Author: Andrew Geissler (geissonator)
Other contributors:
Created: October 11th, 2021
Modern computer systems have a feature, automated power-on recovery, which in essence is the ability to tell your system what to do when it hits issues with power to the system. If the system had a black out (i.e. power was completely cut to the system), should it automatically power the system on? Should it leave it off? Or maybe the user would like the system to go to whichever state it was at before the power loss.
There are also instances where the user may not want automatic power recovery to occur. For example, some systems have op-panels, and on these op-panels there can be a pin hole reset. This is a manual mechanism for the user to force a hard reset to the BMC in situations where it is hung or not responding. In these situations, the user may wish for the system to not automatically power on the system, because they want to debug the reason for the BMC error.
During blackout scenarios, system owners may have a set of services they need run once the power is restored. For example, IBM requires all LED's be toggled to off in a blackout. OpenBMC needs to provide a mechanism for system owners to run services in this scenario.
A brownout is another scenario that commonly utilizes automated power-on recovery features. A brownout is a scenario where BMC firmware detects (or is told) that chassis power can no longer be supported, but power to the BMC will be retained.

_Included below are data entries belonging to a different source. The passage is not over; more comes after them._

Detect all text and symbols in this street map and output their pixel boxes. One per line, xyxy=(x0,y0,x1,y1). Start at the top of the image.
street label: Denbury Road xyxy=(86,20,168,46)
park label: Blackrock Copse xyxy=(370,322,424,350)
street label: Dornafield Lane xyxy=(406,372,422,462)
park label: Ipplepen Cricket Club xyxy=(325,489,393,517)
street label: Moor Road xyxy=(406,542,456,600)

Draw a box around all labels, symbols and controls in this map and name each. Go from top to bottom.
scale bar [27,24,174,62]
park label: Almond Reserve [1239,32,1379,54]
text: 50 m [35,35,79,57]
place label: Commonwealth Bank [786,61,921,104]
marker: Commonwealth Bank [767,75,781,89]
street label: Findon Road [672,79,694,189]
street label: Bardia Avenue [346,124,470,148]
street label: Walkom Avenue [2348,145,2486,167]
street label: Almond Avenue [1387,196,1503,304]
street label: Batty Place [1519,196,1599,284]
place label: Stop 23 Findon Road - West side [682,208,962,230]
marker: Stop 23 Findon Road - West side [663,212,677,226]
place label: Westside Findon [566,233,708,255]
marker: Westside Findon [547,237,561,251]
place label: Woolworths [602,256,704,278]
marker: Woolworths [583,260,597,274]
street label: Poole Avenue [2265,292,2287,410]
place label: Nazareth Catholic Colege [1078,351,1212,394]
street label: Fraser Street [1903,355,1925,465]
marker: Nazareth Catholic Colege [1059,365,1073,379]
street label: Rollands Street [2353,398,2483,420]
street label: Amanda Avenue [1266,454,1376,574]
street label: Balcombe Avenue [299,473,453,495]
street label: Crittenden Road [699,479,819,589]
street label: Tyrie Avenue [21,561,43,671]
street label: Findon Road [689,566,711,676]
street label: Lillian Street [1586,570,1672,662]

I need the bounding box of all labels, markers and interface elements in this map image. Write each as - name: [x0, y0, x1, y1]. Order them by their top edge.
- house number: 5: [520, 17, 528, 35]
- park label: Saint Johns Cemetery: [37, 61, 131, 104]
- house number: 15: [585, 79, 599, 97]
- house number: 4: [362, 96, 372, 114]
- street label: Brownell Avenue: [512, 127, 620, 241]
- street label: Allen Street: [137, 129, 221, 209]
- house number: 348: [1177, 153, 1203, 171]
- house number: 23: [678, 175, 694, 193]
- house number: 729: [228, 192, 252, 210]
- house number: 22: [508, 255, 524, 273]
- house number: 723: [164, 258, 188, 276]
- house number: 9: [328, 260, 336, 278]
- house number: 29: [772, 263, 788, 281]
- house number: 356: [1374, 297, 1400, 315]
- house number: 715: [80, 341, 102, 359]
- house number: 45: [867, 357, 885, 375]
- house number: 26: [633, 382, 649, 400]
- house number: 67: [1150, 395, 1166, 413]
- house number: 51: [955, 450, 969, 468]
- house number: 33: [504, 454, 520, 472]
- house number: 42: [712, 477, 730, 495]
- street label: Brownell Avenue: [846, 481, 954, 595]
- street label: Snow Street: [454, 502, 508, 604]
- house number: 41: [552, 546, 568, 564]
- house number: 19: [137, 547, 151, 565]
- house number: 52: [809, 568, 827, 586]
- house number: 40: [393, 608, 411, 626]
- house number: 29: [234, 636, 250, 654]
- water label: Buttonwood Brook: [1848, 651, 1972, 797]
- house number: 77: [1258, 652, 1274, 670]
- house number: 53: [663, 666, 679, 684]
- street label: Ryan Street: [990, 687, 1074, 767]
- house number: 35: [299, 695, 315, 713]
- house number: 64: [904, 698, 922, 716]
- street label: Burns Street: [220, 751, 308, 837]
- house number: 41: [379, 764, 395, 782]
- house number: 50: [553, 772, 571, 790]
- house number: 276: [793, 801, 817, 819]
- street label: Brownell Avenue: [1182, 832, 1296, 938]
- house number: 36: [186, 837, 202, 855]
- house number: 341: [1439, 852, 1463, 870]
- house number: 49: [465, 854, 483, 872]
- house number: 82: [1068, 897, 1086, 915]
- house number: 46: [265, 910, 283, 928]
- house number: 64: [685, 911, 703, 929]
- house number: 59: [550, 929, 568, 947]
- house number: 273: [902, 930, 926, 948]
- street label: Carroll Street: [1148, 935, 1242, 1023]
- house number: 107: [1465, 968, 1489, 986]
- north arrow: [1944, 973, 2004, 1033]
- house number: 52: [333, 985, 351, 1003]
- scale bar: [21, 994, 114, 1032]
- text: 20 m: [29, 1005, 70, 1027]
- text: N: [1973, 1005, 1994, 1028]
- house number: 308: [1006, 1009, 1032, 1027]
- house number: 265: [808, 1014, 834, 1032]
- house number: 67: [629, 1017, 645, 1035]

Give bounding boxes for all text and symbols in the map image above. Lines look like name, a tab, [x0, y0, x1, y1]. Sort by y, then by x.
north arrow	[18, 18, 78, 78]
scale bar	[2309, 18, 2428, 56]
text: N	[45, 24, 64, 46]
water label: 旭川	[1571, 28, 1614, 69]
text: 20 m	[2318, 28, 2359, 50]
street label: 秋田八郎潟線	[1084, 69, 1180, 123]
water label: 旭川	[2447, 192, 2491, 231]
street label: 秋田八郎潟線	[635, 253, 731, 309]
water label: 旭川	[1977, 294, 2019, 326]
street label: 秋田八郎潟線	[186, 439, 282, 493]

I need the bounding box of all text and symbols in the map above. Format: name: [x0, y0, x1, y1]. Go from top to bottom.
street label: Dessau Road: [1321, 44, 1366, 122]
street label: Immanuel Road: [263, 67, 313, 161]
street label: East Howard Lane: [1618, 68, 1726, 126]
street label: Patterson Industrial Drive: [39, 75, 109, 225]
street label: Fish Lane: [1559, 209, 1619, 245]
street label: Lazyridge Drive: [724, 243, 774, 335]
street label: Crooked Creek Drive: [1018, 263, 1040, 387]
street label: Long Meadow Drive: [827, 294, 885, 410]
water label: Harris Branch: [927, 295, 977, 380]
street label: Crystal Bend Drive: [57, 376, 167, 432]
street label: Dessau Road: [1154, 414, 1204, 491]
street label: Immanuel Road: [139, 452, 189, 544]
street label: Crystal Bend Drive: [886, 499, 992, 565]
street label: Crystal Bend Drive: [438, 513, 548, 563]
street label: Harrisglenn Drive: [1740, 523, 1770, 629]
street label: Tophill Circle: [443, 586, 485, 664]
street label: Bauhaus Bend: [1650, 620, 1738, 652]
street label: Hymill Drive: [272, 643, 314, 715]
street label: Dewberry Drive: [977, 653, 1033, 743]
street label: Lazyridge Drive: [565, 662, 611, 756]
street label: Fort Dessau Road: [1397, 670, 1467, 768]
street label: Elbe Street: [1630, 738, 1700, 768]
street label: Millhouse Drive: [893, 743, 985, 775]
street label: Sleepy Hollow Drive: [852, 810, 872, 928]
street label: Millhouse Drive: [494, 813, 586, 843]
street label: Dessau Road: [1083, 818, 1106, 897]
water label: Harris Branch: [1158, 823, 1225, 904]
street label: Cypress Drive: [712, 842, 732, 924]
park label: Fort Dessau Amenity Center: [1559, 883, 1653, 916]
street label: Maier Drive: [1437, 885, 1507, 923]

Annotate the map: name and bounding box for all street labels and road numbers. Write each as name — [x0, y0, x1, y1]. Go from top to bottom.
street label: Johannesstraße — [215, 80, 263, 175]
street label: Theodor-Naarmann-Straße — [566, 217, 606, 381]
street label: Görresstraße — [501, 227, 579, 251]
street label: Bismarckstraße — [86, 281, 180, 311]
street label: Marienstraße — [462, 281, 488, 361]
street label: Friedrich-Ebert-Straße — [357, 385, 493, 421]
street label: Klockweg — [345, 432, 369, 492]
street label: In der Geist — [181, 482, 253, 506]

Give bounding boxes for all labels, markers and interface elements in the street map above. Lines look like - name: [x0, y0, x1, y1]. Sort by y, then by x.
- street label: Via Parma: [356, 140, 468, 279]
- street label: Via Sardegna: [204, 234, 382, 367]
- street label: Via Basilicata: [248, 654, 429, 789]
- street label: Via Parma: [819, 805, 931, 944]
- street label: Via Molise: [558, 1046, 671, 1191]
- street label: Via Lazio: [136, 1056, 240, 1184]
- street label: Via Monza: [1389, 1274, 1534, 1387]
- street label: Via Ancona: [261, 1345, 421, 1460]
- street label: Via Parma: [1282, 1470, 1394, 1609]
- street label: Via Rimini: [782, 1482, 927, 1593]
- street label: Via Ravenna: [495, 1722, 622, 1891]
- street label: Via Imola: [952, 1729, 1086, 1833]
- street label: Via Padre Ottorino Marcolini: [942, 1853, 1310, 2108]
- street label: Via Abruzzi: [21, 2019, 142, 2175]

On some systems, it's desired to utilize the automated power-on feature to turn chassis power back on as soon as the brownout condition ends.
Some system owners may chose to attach an Uninterrupted Power Supply (UPS) to their system. A UPS continues to provide power to a system through a blackout or brownout scenario. A UPS has a limited amount of power so it's main purpose is to handle brief power interruptions or to allow for an orderly shutdown of the host firmware.
The goal of this design document is to describe how OpenBMC firmware will deal with these questions.
The BMC already implements a limited subset of function in this area. The PowerRestorePolicy property out in phosphor-dbus-interface defines the function capability.
In smaller servers, this feature is commonly found within the Advanced Configuration and Power Interface (ACPI).
openbmc/phosphor-state-manager supports this property as defined in the phosphor-dbus-interface.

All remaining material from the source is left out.